Combining AI models leads to better breast cancer risk assessments
Using more than one artificial intelligence (AI) model can improve short- and long-term breast cancer risk assessments, according to a recent study published in Radiology. [1]
The study suggests that combining AI models aimed at gauging breast cancer risks could potentially lead to improved accuracy and earlier cancer diagnoses, potentially revolutionizing breast cancer screening protocols. Traditionally, breast cancer screening programs have followed a standardized approach, but AI offers the potential to tailor assessments to individual patients. Researchers explored the potential benefits of utilizing AI algorithms for this purpose.
“About 1 in 10 women develop breast cancer throughout their lifetime,” study lead author Andreas D. Lauritzen, PhD, University of Copenhagen said in a statement. “In recent years, AI has been studied for the purpose of diagnosing breast cancer earlier by automatically detecting breast cancers in mammograms and measuring the risk of future breast cancer.”
A combined AI model was tested on a group of more than 119,000 women who participated in a breast cancer screening program in Denmark from November 2012 to December 2015. The average patient age was 59 years old.
The researchers employed both a mammography diagnostic platform, Transpara Breast Care, and a texture AI model capable of measuring breast density, which often impacts the outcome of a cancer risk assessments. The algorithms were trained separately using a dataset of more than 39,000 exams. By merging them using a three-layer neural network, the researchers sought to evaluate whether the combination was better at spotting breast lesions that could develop into cancer.
Compared to utilizing the diagnostic and texture models independently, the combined AI model demonstrated enhanced risk assessment for both interval and long-term cancer detection. Interval cancers, which are detected between routine screenings, were also notably identified with increased accuracy by the combined model.

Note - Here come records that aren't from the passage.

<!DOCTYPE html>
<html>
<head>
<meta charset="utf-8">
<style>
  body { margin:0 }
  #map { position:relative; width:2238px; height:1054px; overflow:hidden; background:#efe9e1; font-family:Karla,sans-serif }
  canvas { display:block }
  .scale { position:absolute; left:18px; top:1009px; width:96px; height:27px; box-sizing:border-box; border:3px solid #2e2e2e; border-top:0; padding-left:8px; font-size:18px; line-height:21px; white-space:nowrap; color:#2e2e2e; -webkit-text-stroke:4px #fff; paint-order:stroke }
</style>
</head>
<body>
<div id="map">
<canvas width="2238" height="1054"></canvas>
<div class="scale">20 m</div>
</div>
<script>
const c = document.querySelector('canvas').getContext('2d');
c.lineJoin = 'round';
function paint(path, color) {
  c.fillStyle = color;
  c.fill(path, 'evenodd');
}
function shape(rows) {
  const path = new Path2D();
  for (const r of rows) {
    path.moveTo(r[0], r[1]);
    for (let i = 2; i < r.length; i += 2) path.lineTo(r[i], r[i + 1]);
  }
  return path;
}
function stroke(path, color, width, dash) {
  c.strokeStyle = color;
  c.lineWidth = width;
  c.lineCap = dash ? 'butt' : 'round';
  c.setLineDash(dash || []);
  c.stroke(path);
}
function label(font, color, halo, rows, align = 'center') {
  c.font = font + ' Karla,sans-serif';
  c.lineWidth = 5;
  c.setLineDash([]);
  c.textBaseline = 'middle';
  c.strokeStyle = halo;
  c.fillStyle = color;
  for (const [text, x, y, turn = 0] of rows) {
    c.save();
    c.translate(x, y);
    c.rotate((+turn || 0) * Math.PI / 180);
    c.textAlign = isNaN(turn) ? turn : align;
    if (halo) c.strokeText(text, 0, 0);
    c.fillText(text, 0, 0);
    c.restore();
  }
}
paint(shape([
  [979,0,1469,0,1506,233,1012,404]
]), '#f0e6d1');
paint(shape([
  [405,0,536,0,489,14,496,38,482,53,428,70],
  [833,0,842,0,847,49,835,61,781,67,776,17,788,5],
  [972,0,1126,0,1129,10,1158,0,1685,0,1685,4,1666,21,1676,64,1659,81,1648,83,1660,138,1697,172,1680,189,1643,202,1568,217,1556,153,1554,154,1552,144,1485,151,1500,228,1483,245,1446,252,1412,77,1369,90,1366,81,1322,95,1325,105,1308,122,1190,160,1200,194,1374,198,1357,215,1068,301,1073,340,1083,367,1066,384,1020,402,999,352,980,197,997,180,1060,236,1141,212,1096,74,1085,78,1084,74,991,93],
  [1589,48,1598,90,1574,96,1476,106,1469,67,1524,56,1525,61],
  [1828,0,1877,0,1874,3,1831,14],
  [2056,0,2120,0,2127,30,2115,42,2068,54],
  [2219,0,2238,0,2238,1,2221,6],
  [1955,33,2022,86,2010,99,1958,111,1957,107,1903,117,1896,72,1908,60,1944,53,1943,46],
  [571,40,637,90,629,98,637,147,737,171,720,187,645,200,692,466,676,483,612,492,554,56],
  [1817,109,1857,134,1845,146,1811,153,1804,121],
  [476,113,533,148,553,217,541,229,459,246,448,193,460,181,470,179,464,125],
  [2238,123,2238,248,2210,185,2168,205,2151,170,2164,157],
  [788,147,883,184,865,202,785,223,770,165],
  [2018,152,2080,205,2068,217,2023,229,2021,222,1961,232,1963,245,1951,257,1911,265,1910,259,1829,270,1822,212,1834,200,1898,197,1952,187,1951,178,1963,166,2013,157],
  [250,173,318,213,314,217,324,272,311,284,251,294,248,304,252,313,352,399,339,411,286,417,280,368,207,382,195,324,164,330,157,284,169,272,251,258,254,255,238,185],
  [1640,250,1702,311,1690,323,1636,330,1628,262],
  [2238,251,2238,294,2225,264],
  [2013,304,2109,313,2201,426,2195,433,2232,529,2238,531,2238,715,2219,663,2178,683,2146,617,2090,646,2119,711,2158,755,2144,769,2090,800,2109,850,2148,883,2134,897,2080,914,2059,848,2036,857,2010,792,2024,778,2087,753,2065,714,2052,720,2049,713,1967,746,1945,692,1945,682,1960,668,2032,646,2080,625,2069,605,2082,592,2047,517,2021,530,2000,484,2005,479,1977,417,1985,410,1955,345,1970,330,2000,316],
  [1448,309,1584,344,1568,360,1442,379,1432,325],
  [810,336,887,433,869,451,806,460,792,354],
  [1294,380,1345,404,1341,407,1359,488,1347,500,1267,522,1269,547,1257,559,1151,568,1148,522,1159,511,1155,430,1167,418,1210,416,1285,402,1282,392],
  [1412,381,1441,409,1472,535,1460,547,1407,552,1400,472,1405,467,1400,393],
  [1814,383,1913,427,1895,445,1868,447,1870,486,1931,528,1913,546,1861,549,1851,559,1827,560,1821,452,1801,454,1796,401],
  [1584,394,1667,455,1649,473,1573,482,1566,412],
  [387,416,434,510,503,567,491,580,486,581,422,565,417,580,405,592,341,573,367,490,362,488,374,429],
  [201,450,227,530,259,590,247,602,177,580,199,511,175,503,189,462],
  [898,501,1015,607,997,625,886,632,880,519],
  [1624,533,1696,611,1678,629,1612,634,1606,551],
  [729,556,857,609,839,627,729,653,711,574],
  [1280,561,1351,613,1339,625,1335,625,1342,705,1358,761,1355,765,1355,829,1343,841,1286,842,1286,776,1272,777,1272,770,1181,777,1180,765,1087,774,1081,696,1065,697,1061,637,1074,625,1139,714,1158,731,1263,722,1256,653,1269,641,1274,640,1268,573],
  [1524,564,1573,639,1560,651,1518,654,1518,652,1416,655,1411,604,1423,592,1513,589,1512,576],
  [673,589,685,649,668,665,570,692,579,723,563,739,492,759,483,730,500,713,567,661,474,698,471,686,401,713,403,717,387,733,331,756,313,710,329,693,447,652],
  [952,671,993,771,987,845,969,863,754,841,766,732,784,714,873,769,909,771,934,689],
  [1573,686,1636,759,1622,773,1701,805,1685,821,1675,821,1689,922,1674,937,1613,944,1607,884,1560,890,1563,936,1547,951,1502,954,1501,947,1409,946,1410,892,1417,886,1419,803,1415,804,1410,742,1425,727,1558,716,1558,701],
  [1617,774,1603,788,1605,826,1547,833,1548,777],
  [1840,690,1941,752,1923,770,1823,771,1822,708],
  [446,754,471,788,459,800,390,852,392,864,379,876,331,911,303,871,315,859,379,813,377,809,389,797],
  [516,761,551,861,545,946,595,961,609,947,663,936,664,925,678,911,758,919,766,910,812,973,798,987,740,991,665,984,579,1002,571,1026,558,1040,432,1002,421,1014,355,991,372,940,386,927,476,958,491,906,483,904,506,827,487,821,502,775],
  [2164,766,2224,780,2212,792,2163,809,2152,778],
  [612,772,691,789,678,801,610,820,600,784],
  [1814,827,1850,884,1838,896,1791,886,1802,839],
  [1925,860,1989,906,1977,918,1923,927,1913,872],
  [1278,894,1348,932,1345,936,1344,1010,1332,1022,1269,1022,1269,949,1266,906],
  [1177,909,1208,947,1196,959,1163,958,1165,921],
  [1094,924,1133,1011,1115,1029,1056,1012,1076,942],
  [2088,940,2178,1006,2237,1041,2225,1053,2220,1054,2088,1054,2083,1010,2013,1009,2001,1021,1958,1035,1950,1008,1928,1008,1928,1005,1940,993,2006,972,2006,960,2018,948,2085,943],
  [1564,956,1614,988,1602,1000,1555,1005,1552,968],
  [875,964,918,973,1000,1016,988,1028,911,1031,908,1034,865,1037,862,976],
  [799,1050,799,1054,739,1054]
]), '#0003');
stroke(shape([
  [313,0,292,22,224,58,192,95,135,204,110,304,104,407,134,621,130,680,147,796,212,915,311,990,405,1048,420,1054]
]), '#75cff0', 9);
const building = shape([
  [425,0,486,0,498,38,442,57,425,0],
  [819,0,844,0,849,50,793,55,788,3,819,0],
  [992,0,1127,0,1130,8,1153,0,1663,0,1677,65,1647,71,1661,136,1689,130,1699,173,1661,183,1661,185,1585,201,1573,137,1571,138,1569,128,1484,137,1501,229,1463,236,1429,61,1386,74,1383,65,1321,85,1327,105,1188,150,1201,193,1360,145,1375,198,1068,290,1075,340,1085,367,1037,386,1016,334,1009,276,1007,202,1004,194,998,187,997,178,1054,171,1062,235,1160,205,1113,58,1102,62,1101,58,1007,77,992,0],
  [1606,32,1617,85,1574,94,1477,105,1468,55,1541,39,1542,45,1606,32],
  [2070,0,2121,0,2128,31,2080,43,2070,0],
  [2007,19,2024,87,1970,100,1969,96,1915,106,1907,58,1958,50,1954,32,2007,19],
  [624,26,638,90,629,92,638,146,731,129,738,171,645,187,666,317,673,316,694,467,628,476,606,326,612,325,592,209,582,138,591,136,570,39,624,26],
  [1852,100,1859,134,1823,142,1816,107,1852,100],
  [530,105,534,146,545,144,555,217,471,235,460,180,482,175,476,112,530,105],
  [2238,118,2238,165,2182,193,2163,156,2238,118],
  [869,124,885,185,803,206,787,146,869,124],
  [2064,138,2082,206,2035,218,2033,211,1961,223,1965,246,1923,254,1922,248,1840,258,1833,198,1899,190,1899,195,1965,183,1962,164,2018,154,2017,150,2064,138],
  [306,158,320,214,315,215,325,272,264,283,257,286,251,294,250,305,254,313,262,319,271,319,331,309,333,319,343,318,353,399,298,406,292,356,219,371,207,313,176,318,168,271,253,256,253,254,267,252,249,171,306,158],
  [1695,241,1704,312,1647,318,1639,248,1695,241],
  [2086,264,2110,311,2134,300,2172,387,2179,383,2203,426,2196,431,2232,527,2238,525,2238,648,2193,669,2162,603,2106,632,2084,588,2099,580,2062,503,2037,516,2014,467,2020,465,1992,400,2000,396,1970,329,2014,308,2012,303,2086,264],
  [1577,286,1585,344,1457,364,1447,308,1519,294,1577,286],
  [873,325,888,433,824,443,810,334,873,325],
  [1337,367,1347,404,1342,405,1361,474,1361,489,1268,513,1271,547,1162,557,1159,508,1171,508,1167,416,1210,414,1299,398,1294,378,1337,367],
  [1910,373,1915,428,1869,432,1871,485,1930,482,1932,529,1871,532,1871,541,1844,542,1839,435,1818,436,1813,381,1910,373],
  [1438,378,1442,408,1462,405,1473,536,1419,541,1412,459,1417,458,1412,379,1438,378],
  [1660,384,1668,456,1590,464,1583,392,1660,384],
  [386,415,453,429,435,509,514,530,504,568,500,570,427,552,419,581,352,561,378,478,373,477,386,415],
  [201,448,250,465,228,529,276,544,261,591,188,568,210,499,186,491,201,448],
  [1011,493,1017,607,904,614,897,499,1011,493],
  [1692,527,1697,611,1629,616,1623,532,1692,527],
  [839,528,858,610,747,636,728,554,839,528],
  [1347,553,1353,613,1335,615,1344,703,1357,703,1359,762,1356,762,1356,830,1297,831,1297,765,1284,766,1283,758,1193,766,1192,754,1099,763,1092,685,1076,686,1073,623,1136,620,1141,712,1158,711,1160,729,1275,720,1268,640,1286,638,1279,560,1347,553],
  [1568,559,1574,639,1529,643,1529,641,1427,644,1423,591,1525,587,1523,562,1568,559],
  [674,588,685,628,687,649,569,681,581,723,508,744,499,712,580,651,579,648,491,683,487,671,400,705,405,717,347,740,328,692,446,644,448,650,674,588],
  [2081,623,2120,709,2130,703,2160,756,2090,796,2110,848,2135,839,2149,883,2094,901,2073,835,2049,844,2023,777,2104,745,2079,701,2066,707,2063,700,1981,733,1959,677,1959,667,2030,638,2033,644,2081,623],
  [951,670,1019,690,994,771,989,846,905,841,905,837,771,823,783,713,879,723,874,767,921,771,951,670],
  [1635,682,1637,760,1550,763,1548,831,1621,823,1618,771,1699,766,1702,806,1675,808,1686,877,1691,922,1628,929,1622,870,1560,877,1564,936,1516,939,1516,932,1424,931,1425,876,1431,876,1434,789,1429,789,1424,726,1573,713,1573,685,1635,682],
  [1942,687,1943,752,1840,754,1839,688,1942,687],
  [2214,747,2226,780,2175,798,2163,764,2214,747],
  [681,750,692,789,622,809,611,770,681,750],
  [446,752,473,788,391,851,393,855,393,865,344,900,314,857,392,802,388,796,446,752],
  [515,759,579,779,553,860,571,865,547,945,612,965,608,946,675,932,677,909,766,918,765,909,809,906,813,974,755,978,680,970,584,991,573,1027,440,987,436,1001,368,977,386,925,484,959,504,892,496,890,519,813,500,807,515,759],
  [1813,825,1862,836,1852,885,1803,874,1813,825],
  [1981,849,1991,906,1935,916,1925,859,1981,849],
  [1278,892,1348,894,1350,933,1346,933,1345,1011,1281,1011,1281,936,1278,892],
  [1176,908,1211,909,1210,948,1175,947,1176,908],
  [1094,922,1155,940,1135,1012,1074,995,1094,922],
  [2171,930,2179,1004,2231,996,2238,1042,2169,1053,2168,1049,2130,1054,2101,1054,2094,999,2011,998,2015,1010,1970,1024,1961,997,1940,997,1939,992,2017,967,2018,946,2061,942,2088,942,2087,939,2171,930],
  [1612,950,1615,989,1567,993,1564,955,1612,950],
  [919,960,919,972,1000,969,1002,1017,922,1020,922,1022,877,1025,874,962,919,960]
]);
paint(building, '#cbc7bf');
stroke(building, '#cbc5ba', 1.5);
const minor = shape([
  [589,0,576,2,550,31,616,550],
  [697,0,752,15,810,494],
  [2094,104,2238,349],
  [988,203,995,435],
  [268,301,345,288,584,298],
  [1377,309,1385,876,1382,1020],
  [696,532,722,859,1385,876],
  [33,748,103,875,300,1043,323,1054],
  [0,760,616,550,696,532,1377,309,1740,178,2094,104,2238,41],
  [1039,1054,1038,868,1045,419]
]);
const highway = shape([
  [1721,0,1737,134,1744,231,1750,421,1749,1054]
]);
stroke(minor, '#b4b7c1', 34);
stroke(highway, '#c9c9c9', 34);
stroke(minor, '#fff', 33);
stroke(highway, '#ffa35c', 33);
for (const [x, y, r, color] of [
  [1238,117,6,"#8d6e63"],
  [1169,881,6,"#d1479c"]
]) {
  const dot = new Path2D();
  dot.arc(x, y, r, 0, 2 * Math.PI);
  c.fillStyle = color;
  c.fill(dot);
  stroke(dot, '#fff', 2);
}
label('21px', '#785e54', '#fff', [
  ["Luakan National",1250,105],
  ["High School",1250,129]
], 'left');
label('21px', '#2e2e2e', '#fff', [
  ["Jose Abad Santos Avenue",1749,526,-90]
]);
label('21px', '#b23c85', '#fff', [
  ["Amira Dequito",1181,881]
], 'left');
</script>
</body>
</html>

One of the study's most noteworthy findings was their combined AI model's ability to identify high-risk women. Those flagged by the combined model as having the highest 10% combined risk accounted for a significant proportion of interval (44.1%) and long-term (33.7%) cancer cases.
“Current state-of-the-art clinical risk models require multiple tests such as blood work, genetic testing, mammogram and filling out extensive questionnaires, all of which would substantially increase the workload in the screening clinic,” Lauritzen said. “Using our model, risk can be assessed with the same performance as the clinical risk models but within seconds from screening and without introducing overhead in the clinic.”
While the study showcases promising outcomes, further research and validation will be crucial before widespread adoption of AI-enhanced breast cancer risk assessment can be considered.